Be that as it may, the facts here are distinguishable from those in Redman Homes. Here, the Court could and did conclusively ascertain from the record the damages untainted by inadmissible testimony. The substance of the Court’s damages finding in this case is that Presidio’s evidence about profits it might have earned is inadmissible testimony because it is hypothetical and speculative. The Court held that Presidio’s damages testimony does support an out-of-pocket damage award of $231,000 or a benefit-of-the-bargain damage award of $461,000. What the Court concludes amounts to a conclusive finding of damages under either measure that the court holds is permissible for a fraud in the inducement claim. However, the Gourt declines to render judgment for Presidio for a lesser dollar amount because Formosa contests the damages issue.
Based upon the Court’s finding of specific damages under either measure of damages that applies in a fraudulent inducement ease, my question is what is there left to be tried? It seems to me that the Court has conclusively ascertained the damages untainted by what it holds is the inadmissible testimony and that Presidio’s offer of a voluntary remittance is entirely in order. See Redman Homes, 920 S.W.2d at 669; see also Larson, 730 S.W.2d at 641; Texas Employers’ Ins. Ass’n v. White, 129 Tex. 659, 107 S.W.2d 360, 361 (1937); Baldwin v. Haskell Nat’l Bank, 104 Tex. 122, 134 S.W. 1178 (1911).
Conclusion
Based on my original dissent, I still believe that the Court erred in how it disposes of the damages issue. The Court should have affirmed the court of appeals’ judgment for Presidio. However, based upon the Court’s holding and Presidio’s motion for voluntary remittitur, Presidio is at least entitled to have the Court grant that remittitur. The Court should modify the court of appeals’ judgment to that extent and otherwise affirm the court of appeals’ judgment.

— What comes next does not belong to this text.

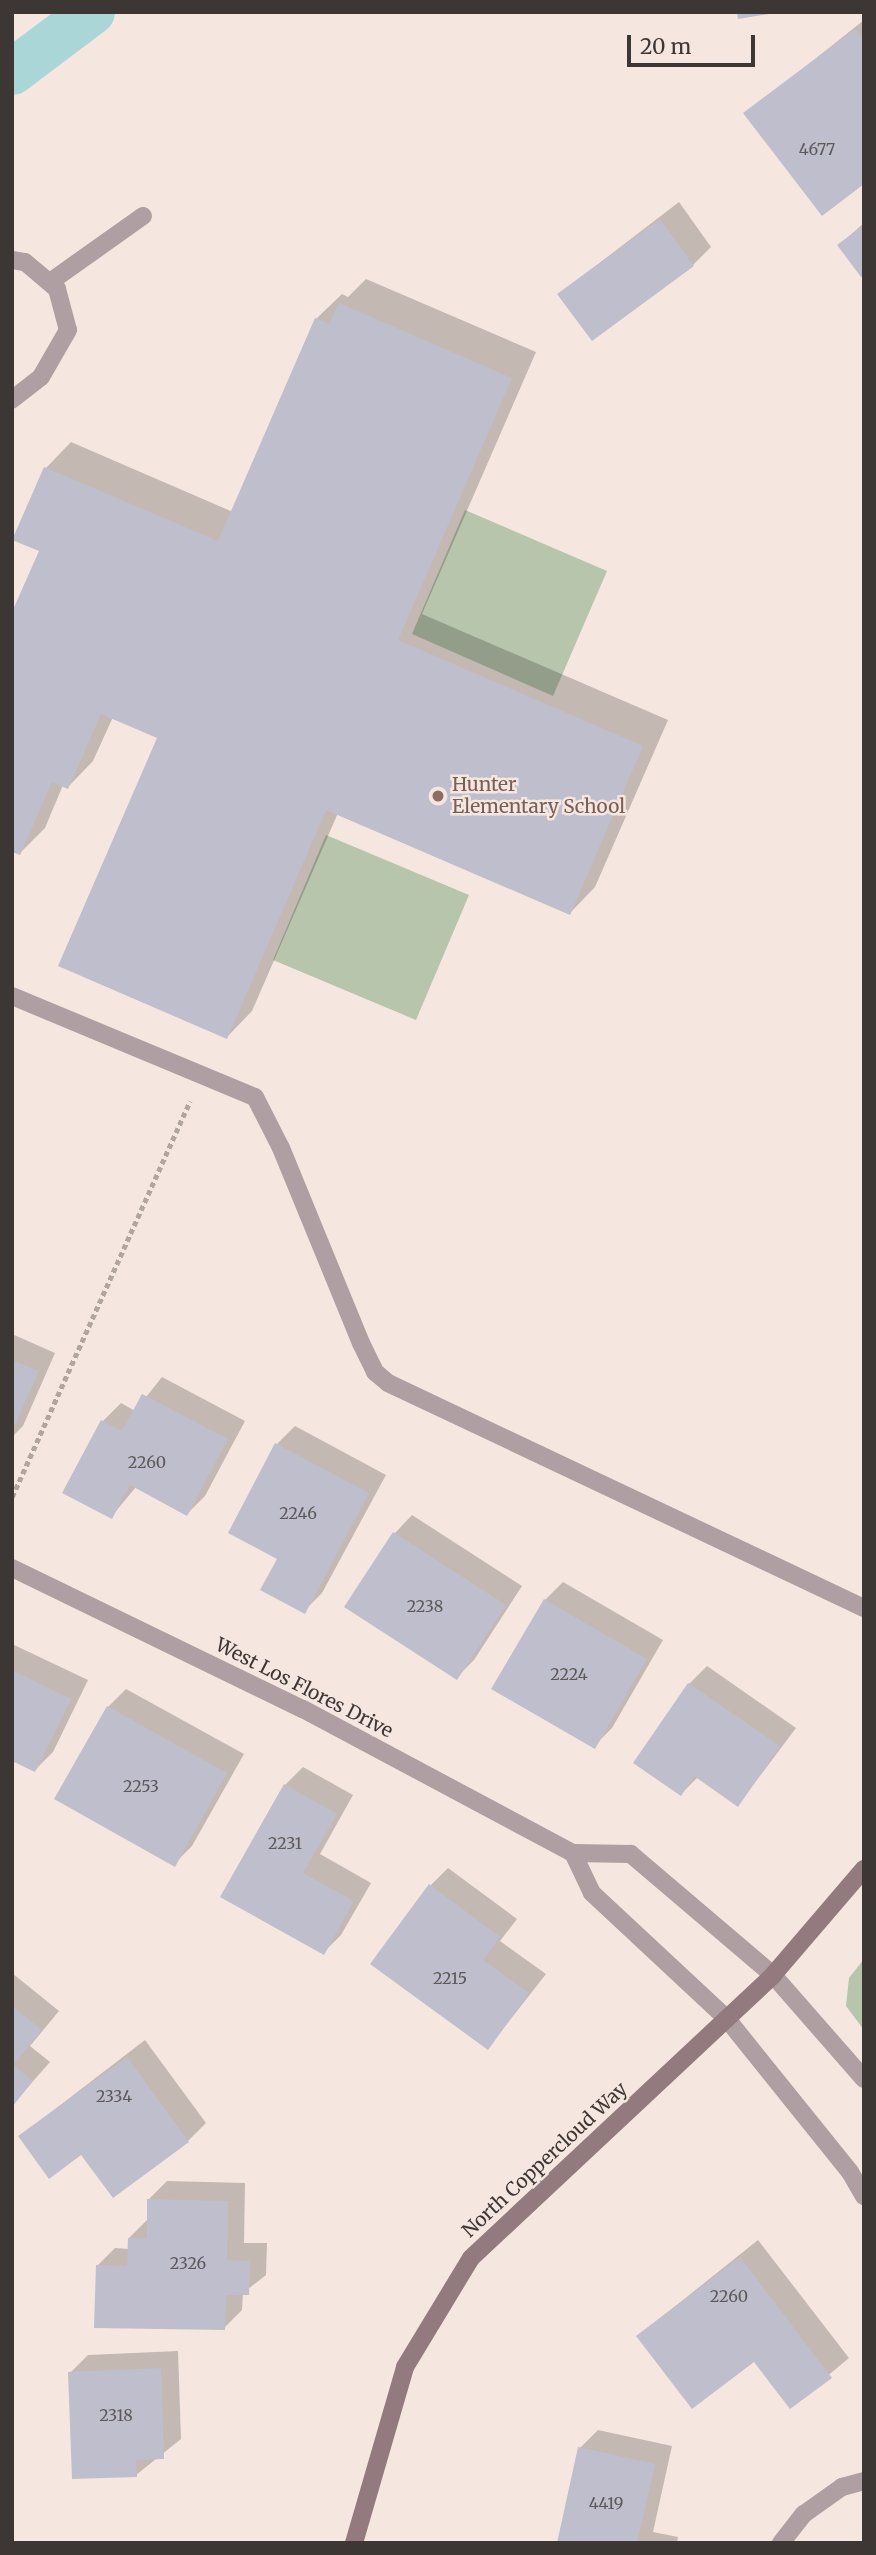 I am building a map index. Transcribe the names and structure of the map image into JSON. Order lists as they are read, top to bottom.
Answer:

12.3 Federal Land Bank Ass'n of Tyler v. Sloane 12.3 Federal Land Bank Ass'n of Tyler v. Sloane
FEDERAL LAND BANK ASSOCIATION OF TYLER, Petitioner, v. William C. SLOANE, Lettie Sloane, and Robert C. Sloane, Respondents.
No. D-0307.
Supreme Court of Texas.
Dec. 4, 1991.
Rehearing Overruled April 8, 1992.
*440G. Patrick Garrett, Oklahoma City, Okl., John L. Price, Center, Karen B. Jewell, Charles T. Newton, David M. Bond, Christopher W. Byrd, Houston, Ms. Rose Guerra Reyna, McAllen, for petitioner.
Blair A. Bisbey, Jasper, for respondents.
OPINION
The primary issues in this case are (1) whether the statute of frauds shields a bank from liability for negligently misrepresenting that it had approved a loan secured by real property; and (2) assuming that the statute of frauds does not apply, whether the prospective borrowers can recover damages for mental anguish attributable to the bank’s alleged negligent misrepresentation. After a jury trial, the trial court rendered judgment for the prospective borrowers. The court of appeals affirmed in part and reversed and rendered in part. Specifically, the court of appeals held that the statute of frauds did not bar the claim, affirmed the part of the judgment awarding mental anguish damages, and reversed and rendered that part of the judgment awarding damages for lost profits. 793 S.W.2d 692. We reverse that part of the court of appeals’ judgment with regard to the award of mental anguish damages and otherwise affirm. This cause is remanded to the trial court for rendition of a judgment that conforms with this opinion.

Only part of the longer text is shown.